Todos estos valores los representa cabalmente en su personaje mediático el actor Guillermo Franchella.
Del Potro es todo lo contrario: humildad, sacrificio, esfuerzo, valentía, ansias de superación.
Pero Del Potro no es el típico argentino.
Podrá compartir su triunfo con todos los argentinos que miramos tenis y los que no. Pero Juan Martín es como Manu Ginóbili: no es el arquetipo de argentino medio que representa tan bien Franchella.
Y su triunfo es de él. El US Open lo ganó él solito. No ganó Argentina, ni el tenis argentino. Ganó Juan Martín Del Potro. Él y su equipo y su familia. Y se lo ganó a Federer, un tipo tocado por la varita mágica que labura como si no tuviera talento. Vale muchísimo más así.
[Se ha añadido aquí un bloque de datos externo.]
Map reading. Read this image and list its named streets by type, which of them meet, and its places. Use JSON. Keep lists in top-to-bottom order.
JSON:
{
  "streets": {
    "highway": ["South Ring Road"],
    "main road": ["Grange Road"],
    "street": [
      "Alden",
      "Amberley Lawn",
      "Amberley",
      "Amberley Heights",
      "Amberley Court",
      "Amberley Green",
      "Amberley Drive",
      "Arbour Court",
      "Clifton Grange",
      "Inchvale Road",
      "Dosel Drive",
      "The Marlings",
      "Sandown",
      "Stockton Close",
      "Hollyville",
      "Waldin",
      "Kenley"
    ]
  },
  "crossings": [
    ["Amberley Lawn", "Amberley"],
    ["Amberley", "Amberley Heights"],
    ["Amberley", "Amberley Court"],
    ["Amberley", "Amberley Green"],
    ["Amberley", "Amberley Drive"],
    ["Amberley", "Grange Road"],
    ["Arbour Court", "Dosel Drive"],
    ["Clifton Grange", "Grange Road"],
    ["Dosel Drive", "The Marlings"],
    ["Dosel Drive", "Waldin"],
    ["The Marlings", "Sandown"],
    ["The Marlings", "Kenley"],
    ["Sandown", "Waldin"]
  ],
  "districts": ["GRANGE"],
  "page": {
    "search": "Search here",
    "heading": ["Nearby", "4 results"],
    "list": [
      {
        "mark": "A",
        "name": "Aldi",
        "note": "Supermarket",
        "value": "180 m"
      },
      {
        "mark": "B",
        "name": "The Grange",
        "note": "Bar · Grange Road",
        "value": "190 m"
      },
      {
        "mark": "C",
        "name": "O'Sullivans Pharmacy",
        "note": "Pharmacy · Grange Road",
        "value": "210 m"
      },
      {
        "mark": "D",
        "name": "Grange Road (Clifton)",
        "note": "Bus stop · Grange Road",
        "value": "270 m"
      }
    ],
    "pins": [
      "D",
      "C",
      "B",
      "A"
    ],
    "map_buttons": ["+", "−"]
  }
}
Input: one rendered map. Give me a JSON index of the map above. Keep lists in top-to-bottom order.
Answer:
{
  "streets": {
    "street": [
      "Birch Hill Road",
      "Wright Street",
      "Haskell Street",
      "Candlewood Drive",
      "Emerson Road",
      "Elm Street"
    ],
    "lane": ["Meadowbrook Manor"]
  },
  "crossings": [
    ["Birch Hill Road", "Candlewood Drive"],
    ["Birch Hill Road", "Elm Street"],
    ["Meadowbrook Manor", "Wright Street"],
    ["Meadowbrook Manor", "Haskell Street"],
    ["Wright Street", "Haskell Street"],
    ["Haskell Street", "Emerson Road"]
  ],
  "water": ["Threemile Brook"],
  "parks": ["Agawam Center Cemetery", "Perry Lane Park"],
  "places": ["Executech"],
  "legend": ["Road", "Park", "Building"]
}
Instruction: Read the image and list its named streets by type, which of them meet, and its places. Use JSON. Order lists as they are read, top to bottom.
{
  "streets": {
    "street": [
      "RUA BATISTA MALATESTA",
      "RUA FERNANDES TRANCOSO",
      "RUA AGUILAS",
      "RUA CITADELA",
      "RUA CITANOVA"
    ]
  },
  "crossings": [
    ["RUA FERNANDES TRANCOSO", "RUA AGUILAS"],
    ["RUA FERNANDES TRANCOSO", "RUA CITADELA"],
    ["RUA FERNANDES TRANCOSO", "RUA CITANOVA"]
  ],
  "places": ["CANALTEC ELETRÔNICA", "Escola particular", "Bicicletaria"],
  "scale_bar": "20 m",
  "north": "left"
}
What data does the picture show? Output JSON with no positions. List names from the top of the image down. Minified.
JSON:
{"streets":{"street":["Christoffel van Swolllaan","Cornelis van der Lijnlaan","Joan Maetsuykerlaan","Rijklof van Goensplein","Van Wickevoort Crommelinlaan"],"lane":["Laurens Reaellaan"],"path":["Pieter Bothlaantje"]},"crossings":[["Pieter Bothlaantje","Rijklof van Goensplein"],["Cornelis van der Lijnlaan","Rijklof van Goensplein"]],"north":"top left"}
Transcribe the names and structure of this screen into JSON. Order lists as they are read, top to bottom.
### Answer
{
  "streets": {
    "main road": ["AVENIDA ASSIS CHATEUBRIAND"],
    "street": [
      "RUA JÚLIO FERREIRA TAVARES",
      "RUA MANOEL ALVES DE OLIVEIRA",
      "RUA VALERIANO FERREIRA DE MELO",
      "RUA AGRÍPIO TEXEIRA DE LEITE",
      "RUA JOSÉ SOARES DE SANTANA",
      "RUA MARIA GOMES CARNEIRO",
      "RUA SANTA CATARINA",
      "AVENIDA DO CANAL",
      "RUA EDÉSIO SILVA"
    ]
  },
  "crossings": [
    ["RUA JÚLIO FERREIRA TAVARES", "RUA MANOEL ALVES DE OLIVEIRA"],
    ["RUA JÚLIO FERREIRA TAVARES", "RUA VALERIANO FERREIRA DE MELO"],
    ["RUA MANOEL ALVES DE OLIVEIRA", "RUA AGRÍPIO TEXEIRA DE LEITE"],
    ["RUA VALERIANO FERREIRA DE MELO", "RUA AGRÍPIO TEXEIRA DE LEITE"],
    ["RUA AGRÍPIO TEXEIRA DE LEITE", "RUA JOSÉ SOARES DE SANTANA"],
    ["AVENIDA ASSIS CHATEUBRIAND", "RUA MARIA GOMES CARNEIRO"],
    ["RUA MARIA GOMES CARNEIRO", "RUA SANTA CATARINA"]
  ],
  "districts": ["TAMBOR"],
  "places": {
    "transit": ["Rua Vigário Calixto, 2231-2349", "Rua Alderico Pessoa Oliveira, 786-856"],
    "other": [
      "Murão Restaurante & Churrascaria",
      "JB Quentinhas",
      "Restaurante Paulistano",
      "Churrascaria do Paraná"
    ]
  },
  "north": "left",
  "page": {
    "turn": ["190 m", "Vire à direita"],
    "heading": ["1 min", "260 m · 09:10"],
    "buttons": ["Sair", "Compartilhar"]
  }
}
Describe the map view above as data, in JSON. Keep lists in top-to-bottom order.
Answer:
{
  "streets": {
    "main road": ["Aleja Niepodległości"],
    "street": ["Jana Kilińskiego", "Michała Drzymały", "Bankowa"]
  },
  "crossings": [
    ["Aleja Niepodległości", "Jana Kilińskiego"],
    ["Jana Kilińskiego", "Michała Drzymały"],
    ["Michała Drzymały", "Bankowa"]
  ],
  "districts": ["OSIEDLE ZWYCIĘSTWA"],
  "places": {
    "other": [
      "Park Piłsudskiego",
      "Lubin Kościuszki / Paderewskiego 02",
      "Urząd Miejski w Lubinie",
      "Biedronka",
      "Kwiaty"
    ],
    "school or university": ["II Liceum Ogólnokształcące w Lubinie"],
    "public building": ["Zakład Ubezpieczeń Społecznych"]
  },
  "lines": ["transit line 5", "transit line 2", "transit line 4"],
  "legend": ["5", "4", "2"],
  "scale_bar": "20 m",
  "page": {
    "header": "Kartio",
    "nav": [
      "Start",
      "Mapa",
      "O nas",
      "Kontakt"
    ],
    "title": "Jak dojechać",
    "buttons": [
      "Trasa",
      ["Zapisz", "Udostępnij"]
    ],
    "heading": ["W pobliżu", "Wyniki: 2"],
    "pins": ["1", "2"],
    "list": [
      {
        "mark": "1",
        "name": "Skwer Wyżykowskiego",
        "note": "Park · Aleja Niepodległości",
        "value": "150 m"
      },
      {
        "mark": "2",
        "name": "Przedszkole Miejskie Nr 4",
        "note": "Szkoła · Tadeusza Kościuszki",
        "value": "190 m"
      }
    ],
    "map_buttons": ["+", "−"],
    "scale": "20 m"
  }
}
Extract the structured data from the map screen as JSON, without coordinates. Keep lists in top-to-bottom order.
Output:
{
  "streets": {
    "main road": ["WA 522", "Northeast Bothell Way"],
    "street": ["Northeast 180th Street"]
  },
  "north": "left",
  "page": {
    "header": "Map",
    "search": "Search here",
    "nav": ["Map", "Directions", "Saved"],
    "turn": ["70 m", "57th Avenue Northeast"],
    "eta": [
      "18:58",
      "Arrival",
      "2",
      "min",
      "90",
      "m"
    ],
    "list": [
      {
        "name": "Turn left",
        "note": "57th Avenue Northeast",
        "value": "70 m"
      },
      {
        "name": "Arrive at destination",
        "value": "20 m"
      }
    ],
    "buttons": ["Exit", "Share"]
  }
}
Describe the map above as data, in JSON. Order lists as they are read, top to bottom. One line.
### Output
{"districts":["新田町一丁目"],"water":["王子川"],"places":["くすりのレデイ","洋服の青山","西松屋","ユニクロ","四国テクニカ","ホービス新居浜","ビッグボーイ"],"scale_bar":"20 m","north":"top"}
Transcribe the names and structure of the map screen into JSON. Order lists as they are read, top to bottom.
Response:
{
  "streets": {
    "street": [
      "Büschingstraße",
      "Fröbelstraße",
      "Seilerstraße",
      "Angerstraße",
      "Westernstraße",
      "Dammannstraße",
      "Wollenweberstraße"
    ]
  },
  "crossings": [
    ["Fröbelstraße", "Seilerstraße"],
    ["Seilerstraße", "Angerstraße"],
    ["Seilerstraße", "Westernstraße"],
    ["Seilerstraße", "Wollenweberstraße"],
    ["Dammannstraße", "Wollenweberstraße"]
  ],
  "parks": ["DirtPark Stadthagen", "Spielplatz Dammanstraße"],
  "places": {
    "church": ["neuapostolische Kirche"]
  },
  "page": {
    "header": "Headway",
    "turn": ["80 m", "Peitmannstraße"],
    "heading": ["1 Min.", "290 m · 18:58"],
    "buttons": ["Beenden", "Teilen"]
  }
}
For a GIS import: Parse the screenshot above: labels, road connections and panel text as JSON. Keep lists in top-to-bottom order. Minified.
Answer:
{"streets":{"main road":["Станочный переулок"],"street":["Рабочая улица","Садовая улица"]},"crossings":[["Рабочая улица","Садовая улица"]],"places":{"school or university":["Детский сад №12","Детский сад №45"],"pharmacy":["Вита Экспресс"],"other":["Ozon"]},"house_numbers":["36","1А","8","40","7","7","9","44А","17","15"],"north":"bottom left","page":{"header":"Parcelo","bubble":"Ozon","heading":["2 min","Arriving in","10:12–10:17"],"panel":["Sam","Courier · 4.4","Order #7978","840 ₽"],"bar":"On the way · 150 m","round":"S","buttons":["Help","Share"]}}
Una buena tenía que haber, entre tantas pálidas de River y la Selección.
Este post es una respuesta a todas las crónicas que se podrán leer estos días sobre el triunfo de Juan Martín: un campeonazo al que querrán presentar como héroe y modelo a seguir. Una manera de vendernos humo. Los argentinos promedio no somos como Del Potro. Somos más parecidos al personaje de Franchella. ¿O no, Pepe?